Tracking vm activity

public inbox for systemtap@sourceware.org
 help / color / mirror / Atom feed

* Tracking vm activity
@ 2007-04-23 21:05 William Cohen
  2007-04-23 23:19 ` Frank Ch. Eigler
                   ` (2 more replies)
  0 siblings, 3 replies; 11+ messages in thread
From: William Cohen @ 2007-04-23 21:05 UTC (permalink / raw)
  To: SystemTAP

[-- Attachment #1: Type: text/plain, Size: 941 bytes --]

Hi,

I am playing around with getting information about page faults and I noticed 
that there is a probe alias for the entry for the pagefault code. However, there 
is no matching probe point for the return. It is useful to look at the return 
value to determine what kind of page fault occurred (major or minor). The 
attached patch provides a similar probe point for the return point. any comments 
on the patch?

This would be useful for the following senario. A probe on vm.pagefault could 
get the address and a probe on vm.pagefault.return could get information how it 
was handled. The analysis could then do things like which addresses cause major 
page faults (real disk accesses).
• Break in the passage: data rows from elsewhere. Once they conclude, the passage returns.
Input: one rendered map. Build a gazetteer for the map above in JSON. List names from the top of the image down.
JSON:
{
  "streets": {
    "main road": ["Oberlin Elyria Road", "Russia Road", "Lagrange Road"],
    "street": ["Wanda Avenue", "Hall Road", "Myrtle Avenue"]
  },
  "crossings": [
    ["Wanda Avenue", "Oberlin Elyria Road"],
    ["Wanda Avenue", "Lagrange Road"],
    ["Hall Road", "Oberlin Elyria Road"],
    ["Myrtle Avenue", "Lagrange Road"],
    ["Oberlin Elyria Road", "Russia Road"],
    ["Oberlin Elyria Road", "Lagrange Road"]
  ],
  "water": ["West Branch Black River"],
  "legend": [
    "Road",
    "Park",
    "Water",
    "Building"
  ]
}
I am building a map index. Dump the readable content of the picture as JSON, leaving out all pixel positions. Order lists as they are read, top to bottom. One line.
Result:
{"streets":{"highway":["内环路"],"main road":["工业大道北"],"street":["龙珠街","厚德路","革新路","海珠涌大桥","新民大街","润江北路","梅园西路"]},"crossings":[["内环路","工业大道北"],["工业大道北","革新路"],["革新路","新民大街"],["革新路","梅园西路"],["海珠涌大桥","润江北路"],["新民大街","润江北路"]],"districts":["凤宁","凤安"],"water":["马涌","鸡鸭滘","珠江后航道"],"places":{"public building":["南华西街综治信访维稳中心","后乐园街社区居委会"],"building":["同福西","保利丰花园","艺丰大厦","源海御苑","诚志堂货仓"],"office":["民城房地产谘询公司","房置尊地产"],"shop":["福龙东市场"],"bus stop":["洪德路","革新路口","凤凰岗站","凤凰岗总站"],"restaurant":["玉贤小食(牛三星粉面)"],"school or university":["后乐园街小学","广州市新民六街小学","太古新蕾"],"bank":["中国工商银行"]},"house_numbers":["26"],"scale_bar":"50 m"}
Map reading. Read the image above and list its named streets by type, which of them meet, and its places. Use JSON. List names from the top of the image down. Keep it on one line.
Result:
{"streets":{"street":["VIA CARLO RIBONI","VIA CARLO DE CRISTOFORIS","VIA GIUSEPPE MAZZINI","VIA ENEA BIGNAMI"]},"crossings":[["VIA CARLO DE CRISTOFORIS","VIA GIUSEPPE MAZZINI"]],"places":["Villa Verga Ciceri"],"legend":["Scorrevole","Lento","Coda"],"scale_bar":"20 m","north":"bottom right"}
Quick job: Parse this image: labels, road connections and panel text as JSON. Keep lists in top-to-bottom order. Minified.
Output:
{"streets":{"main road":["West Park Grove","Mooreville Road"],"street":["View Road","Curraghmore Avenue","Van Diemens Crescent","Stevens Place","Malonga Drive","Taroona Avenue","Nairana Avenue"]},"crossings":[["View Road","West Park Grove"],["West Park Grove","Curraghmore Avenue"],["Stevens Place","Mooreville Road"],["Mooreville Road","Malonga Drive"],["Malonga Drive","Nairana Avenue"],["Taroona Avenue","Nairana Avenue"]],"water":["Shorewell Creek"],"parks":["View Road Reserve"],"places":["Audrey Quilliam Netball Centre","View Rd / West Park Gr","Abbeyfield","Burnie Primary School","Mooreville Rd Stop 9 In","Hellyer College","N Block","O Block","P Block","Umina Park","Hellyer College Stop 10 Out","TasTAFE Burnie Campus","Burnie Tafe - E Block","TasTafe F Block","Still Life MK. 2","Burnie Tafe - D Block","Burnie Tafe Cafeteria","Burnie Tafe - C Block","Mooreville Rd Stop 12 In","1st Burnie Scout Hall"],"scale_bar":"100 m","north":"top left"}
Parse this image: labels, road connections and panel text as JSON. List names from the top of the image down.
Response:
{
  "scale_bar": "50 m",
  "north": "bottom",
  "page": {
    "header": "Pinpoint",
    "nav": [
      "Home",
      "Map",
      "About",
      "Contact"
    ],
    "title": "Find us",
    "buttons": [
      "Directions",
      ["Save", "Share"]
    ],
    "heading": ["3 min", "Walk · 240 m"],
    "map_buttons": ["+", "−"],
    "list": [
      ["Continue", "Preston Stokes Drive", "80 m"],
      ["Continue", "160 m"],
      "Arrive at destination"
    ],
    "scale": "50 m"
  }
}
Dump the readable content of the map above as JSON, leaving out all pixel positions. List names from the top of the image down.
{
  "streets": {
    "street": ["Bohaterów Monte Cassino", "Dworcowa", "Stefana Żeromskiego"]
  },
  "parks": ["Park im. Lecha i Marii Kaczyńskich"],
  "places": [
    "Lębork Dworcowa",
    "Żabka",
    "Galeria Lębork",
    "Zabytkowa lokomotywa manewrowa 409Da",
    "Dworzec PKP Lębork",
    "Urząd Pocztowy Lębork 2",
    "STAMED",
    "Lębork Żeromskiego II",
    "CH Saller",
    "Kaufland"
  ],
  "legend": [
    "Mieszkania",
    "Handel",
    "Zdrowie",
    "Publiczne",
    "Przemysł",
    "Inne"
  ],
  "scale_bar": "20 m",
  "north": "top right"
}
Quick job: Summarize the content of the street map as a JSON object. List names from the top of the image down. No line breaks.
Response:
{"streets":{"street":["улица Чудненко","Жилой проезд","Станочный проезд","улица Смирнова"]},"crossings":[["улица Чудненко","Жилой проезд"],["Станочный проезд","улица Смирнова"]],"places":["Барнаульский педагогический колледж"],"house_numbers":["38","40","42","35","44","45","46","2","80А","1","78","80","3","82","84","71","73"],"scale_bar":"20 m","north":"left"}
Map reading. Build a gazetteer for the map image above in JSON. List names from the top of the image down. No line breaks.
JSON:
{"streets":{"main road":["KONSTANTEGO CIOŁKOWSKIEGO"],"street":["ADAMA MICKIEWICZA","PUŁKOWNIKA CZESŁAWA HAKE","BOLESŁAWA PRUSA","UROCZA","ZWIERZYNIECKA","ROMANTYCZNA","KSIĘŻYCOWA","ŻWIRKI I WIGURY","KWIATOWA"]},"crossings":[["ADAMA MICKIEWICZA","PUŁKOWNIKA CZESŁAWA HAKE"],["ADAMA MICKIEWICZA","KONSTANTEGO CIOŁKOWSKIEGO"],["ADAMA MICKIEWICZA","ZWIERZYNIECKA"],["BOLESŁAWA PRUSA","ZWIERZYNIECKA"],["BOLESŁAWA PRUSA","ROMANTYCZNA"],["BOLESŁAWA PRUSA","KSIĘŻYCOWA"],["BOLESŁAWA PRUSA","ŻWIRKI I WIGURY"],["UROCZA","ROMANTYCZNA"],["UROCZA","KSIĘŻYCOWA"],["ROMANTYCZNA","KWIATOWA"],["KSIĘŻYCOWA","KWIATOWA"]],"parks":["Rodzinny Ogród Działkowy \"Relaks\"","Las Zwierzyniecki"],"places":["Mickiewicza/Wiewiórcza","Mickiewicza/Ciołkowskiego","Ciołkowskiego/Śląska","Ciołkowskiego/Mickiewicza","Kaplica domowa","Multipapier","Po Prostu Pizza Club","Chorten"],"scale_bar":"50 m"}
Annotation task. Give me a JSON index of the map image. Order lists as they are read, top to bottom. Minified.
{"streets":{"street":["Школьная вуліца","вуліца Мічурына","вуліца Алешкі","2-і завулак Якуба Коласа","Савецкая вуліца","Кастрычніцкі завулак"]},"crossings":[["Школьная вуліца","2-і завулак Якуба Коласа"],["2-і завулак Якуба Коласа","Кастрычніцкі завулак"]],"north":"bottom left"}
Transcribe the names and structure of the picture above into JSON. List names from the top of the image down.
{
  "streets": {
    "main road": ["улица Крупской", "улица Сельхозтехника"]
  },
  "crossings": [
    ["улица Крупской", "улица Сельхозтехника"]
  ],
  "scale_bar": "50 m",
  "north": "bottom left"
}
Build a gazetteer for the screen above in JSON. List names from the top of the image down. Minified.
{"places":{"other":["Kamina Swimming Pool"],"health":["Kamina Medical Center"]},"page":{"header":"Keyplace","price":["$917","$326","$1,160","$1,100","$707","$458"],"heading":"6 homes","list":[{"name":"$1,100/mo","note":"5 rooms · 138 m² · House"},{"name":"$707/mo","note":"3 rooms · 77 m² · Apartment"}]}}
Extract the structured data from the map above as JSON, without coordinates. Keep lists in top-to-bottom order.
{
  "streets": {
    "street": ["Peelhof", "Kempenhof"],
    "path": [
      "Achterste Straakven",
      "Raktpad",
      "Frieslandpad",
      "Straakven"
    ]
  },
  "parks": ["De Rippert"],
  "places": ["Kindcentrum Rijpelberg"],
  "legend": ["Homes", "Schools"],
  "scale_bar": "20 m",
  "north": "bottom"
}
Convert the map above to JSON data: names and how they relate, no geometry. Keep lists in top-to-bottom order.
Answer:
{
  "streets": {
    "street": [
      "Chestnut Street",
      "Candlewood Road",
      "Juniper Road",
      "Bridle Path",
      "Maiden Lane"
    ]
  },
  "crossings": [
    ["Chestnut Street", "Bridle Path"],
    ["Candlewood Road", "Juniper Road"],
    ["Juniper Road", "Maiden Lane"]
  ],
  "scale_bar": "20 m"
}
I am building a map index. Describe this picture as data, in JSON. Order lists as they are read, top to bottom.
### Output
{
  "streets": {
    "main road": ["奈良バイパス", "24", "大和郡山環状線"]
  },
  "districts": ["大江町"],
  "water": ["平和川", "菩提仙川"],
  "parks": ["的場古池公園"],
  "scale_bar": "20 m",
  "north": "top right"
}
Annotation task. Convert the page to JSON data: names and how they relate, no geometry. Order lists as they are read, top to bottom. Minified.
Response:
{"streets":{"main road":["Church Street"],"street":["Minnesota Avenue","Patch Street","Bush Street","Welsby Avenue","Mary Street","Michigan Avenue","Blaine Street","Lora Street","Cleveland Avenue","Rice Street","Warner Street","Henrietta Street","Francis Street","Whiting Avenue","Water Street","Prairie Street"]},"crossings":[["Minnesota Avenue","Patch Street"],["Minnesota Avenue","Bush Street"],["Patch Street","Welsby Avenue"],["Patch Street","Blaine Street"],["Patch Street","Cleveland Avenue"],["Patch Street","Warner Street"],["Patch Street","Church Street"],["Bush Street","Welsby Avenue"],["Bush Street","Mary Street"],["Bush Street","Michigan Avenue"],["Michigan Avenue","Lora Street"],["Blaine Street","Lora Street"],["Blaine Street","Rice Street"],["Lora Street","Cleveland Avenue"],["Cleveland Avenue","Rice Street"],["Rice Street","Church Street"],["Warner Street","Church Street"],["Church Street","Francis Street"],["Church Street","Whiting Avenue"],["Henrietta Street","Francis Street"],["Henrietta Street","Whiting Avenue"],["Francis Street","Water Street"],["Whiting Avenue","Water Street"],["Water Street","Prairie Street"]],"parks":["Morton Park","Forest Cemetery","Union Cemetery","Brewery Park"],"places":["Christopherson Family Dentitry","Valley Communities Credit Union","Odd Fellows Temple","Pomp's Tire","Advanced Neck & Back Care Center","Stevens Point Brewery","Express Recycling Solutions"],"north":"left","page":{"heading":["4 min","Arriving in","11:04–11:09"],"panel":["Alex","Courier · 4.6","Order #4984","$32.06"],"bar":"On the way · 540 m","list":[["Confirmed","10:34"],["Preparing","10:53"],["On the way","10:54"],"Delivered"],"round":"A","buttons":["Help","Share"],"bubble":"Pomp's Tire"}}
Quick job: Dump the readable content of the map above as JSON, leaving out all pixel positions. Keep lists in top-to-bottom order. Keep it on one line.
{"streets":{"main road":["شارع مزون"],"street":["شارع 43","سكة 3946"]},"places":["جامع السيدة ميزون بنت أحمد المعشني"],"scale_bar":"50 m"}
One could write out a log of the major page 
faults (and the mmap operations) and track which files caused the page faults. 
Probably don't want to walk through the mm structures when taking a page fault 
to determine which file it came from.

-Will

[-- Attachment #2: pagefault_return.patch --]
[-- Type: text/x-patch, Size: 595 bytes --]

Index: tapset/memory.stp
===================================================================
RCS file: /cvs/systemtap/src/tapset/memory.stp,v
retrieving revision 1.4
diff -U2 -u -r1.4 memory.stp
--- tapset/memory.stp	7 Nov 2006 09:26:24 -0000	1.4
+++ tapset/memory.stp	21 Mar 2007 14:40:27 -0000
@@ -27,4 +27,10 @@
 }

+probe vm.pagefault.return = kernel.function(
+        %( kernel_v >= "2.6.13" %? "__handle_mm_fault" %: "handle_mm_fault" %)
+        ).return
+{
+}
+
 /* Return which node the given address belongs to in a NUMA system */
 function addr_to_node:long(addr:long)  /* pure */ 

^ permalink raw reply	[flat|nested] 11+ messages in thread

* Re: Tracking vm activity
  2007-04-23 21:05 Tracking vm activity William Cohen
@ 2007-04-23 23:19 ` Frank Ch. Eigler
  2007-04-24 17:13 ` Stone, Joshua I
  2007-05-08  3:08 ` Jun Koi
  2 siblings, 0 replies; 11+ messages in thread
From: Frank Ch. Eigler @ 2007-04-23 23:19 UTC (permalink / raw)
  To: William Cohen; +Cc: SystemTAP


William Cohen <wcohen@redhat.com> writes:

> I am playing around with getting information about page faults and I
> noticed that there is a probe alias for the entry for the pagefault
> code. However, there is no matching probe point for the
> return. [...]

Sure.  Please also make sure that some test case attempts to
instantiate this new probe, and that it is at least as well documented
as its neighbours.

- FChE

^ permalink raw reply	[flat|nested] 11+ messages in thread

* Re: Tracking vm activity
  2007-04-23 21:05 Tracking vm activity William Cohen
  2007-04-23 23:19 ` Frank Ch. Eigler
@ 2007-04-24 17:13 ` Stone, Joshua I
  2007-04-24 18:17   ` William Cohen
  2007-05-08  3:08 ` Jun Koi
  2 siblings, 1 reply; 11+ messages in thread
From: Stone, Joshua I @ 2007-04-24 17:13 UTC (permalink / raw)
  To: William Cohen; +Cc: SystemTAP

William Cohen wrote:
> I am playing around with getting information about page faults and I 
> noticed that there is a probe alias for the entry for the pagefault 
> code. However, there is no matching probe point for the return. It is 
> useful to look at the return value to determine what kind of page fault 
> occurred (major or minor). The attached patch provides a similar probe 
> point for the return point. any comments on the patch?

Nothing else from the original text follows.